Pete Rose is the all-time MLB hits leader, with 4,256 to his name over a long and storied career. He’s one of only two players to have surpassed the 4,000-hit mark — Ty Cobb is the other — and he played for 24 seasons.
Derek Jeter is the 37-year-old Yankees captain who reached the 3,000-hit plateau last season and appears, for the time being, to be sustaining a strong pace well into the twilight of his career. So far in his 18th season, Jeter is red-hot, batting .416 with lots of singles. He’s a shoo-in for the Hall of Fame, and right now Vatican bookmakers have him at 3-1 odds for achieving sainthood.
On the face of it, the idea of Jeter catching Rose seems absurd. How can a 37-year-old have 1,000 hits left in him? Rose had several advantages Jeter does not, starting with the fact that he managed himself in his last three seasons with the Reds, padding his career stats with 194 hits while his batting average fell all the way to .219. It’s hard to imagine a results-oriented club like the Yankees tolerating that sort of decline with Jeter, and it’s even harder to imagine Jeter signing with a different, bottom-of-the-barrel club just to pursue the record.

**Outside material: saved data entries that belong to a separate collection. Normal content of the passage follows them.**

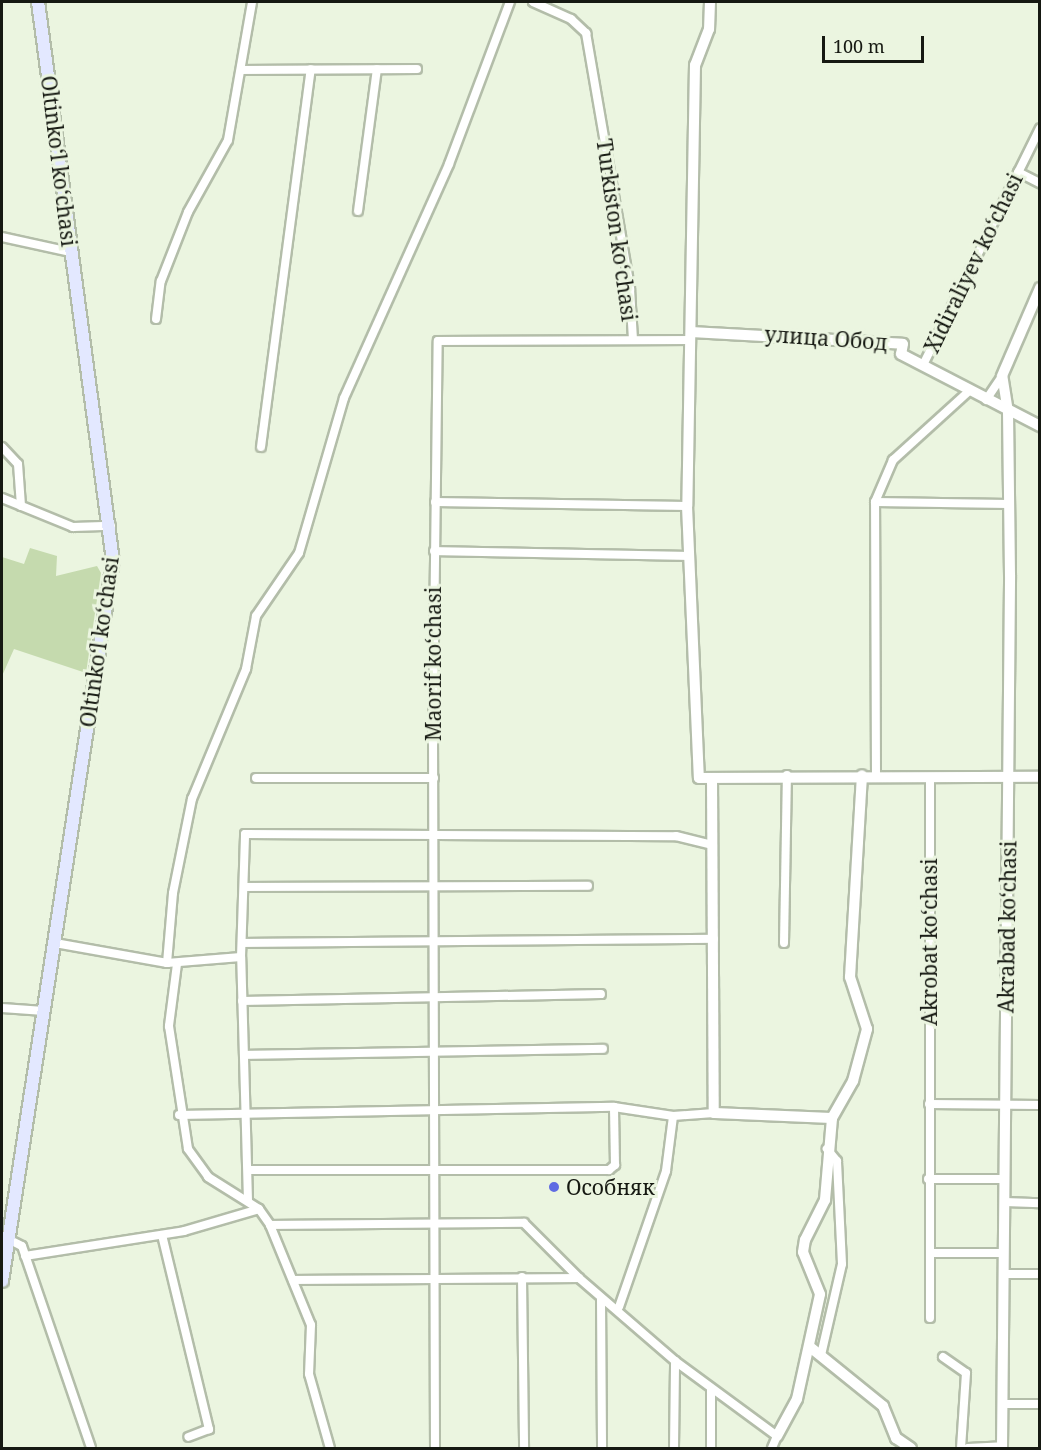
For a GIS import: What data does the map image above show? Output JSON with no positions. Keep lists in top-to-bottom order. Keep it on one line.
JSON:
{"streets":{"main road":["Oltinkoʻl koʻchasi"],"street":["Turkiston koʻchasi","Xidiraliyev koʻchasi","улица Обод","Maorif koʻchasi","Akrabad koʻchasi","Akrobat koʻchasi"]},"crossings":[["Turkiston koʻchasi","Maorif koʻchasi"],["Xidiraliyev koʻchasi","улица Обод"],["улица Обод","Akrabad koʻchasi"]],"places":["Особняк"],"scale_bar":"100 m"}
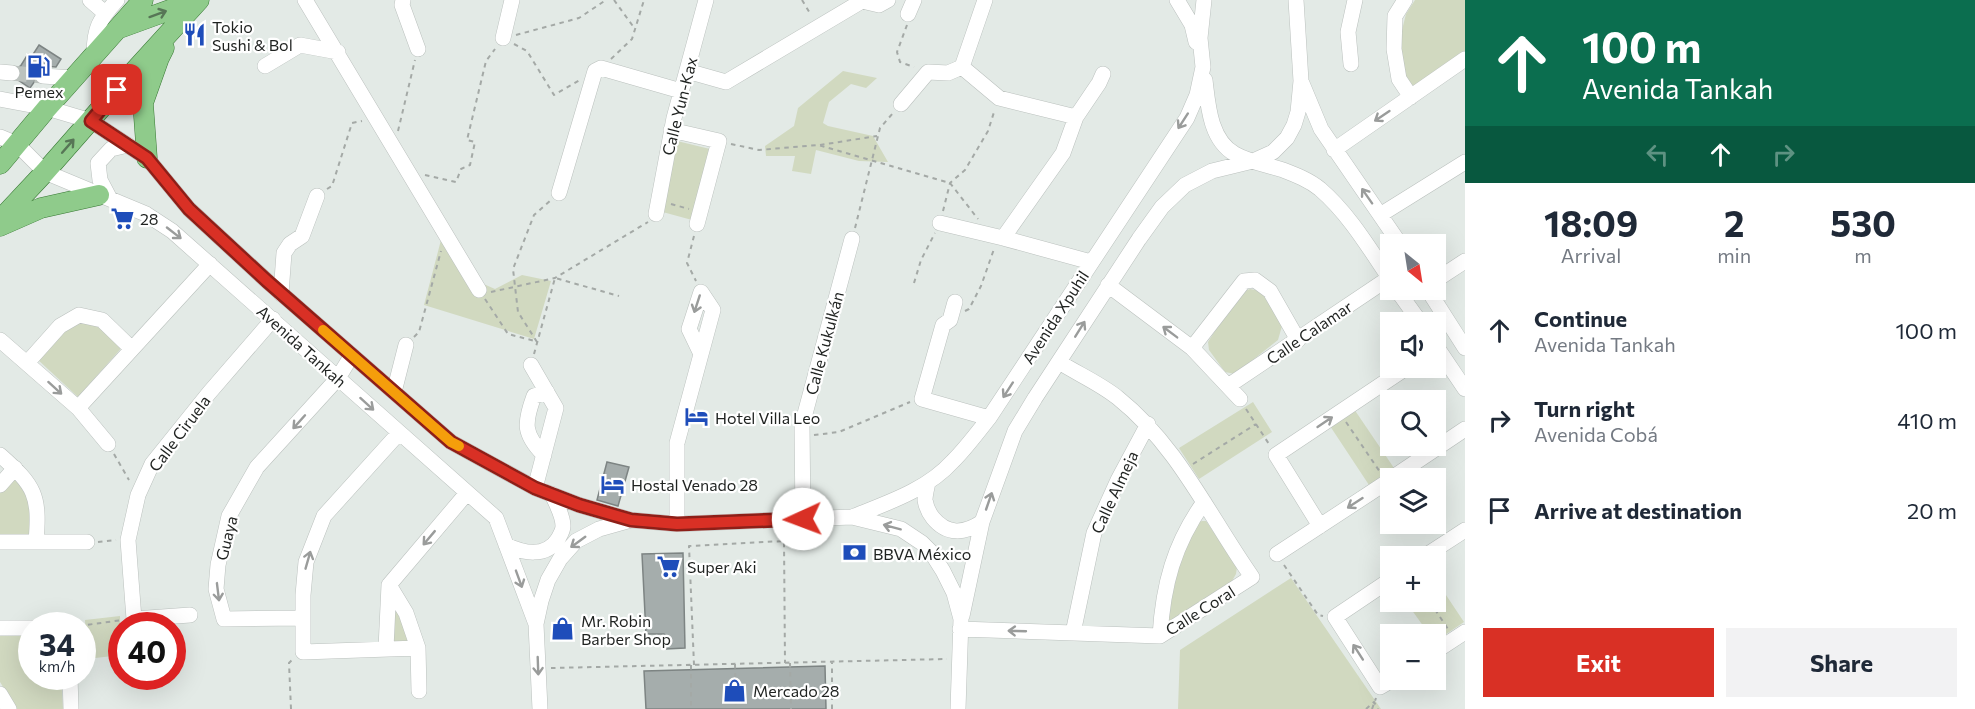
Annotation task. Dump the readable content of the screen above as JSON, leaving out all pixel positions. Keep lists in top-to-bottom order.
{
  "streets": {
    "street": [
      "Calle Yun-Kax",
      "Avenida Xpuhil",
      "Calle Calamar",
      "Calle Kukulkán",
      "Avenida Tankah",
      "Calle Ciruela",
      "Calle Almeja",
      "Guaya",
      "Calle Coral"
    ]
  },
  "crossings": [
    ["Avenida Xpuhil", "Calle Coral"],
    ["Avenida Tankah", "Calle Ciruela"],
    ["Avenida Tankah", "Guaya"],
    ["Calle Almeja", "Calle Coral"]
  ],
  "places": {
    "restaurant": ["Tokio Sushi & Bol"],
    "fuel station": ["Pemex"],
    "supermarket": ["28", "Super Aki"],
    "hotel": ["Hotel Villa Leo", "Hostal Venado 28"],
    "bank": ["BBVA México"],
    "shop": ["Mr. Robin Barber Shop", "Mercado 28"]
  },
  "north": "bottom right",
  "page": {
    "turn": ["100 m", "Avenida Tankah"],
    "eta": [
      "18:09",
      "Arrival",
      "2",
      "min",
      "530",
      "m"
    ],
    "map_buttons": ["+", "−"],
    "list": [
      {
        "name": "Continue",
        "note": "Avenida Tankah",
        "value": "100 m"
      },
      {
        "name": "Turn right",
        "note": "Avenida Cobá",
        "value": "410 m"
      },
      {
        "name": "Arrive at destination",
        "value": "20 m"
      }
    ],
    "speed": "34 km/h",
    "limit": "40",
    "buttons": ["Exit", "Share"]
  }
}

There are other reasons to scoff at the notion. Rose was blessed with mostly good health that we can’t assume for Jeter as he approaches 40. Rose played first base, a position with less stress than shortstop. (Although this could also work to Jeter’s advantage — diminished production and negligible power is more acceptable at a weaker hitting position like short, whereas it would be a huge disadvantage at first or third.) And, of course, Jeter will not likely stay in the game until age 45 like Rose.

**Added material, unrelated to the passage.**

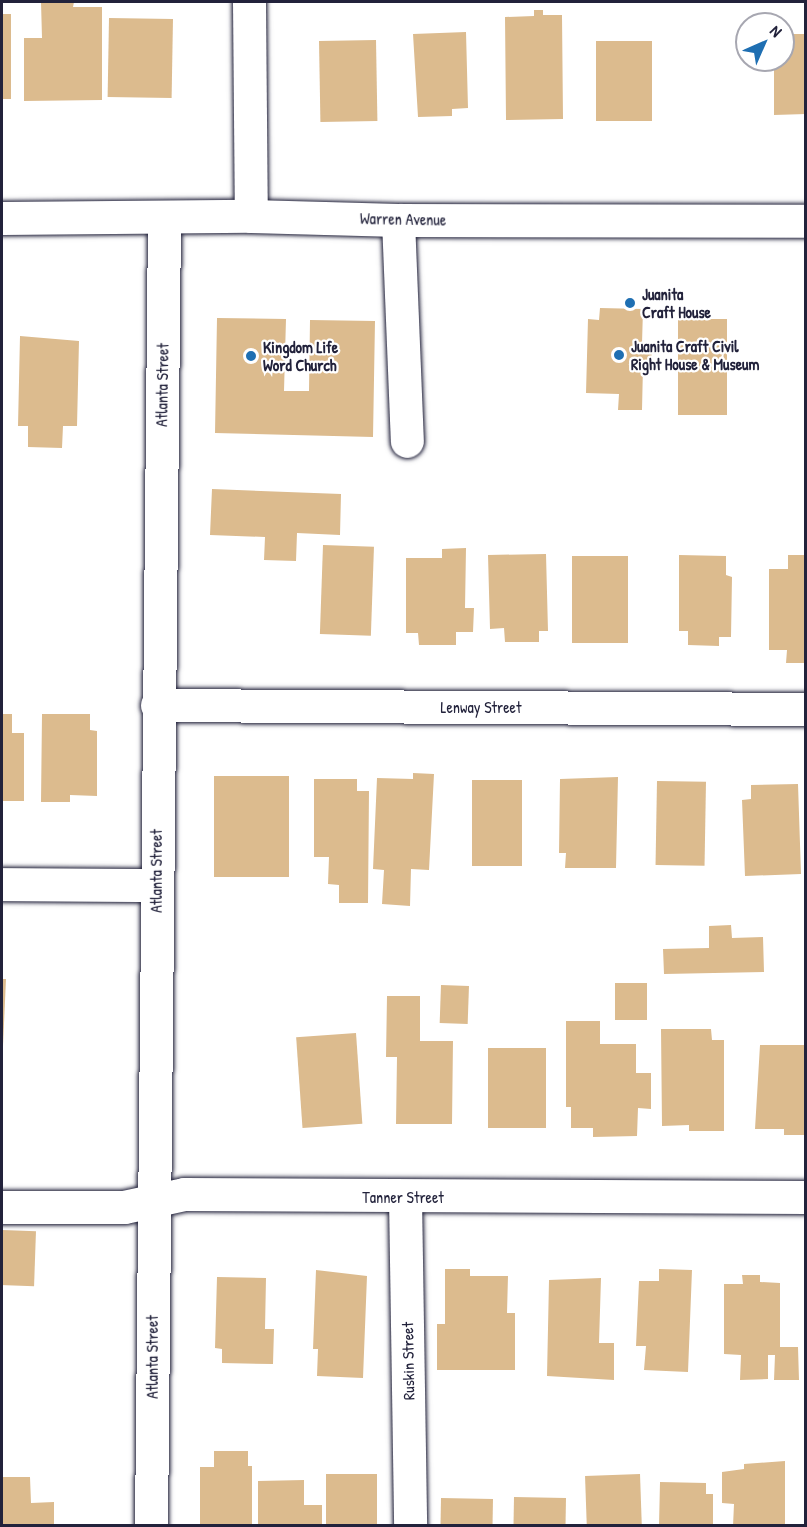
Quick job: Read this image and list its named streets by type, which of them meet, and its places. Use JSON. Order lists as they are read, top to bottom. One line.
{"streets":{"street":["Warren Avenue","Atlanta Street","Lenway Street","Tanner Street","Ruskin Street"]},"crossings":[["Warren Avenue","Atlanta Street"],["Atlanta Street","Lenway Street"],["Atlanta Street","Tanner Street"],["Tanner Street","Ruskin Street"]],"places":["Juanita Craft House","Juanita Craft Civil Right House & Museum","Kingdom Life Word Church"],"north":"top right"}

But just for fun, let’s take a look at the numbers and see where Jeter stands in the chase for Rose’s record. We’ll assume good health and, for now, steady production.
Jeter’s age, as of Tuesday night: 37 years, 302 days
Jeter’s career hits: 3,120
Pete Rose’s career hits, at age 37 years, 302 days: 3,164
Age-wise, at this point, we can see that Rose, who hit Jeter’s day/age combination in the offseason after 1978, is slightly ahead of Jeter. Considering everything that has to go right for the Yankees captain to catch Rose, it’s a bad sign that he’s behind at all.
But let’s look at the hitting rate, judged simply by how many hits each gets based on how often they to step the plate. We’ll use plate appearances rather than at-bats because we’re measuring how often they get a hit, and walks and HBPs and sacrifices work against that total. They have to be factored in. We’ll call this number “hit rate.” Again, we’ll look at Rose’s numbers at Jeter’s current age:
Jeter’s plate appearances: 11,238
Jeter’s hit rate: .2776
Rose’s plate appearances: 11,464
Rose’s hit rate: .2759
That makes things a bit more interesting. It’s damn close, but Jeter gets base hits at a slightly higher rate than Rose. The reason Rose has more hits at the same age is because he’s been slightly more healthy over his career and accumulated more plate appearances. But using the current hit rate of each (again, assuming Jeter doesn’t go through an age-related decline), Jeter will gradually catch up.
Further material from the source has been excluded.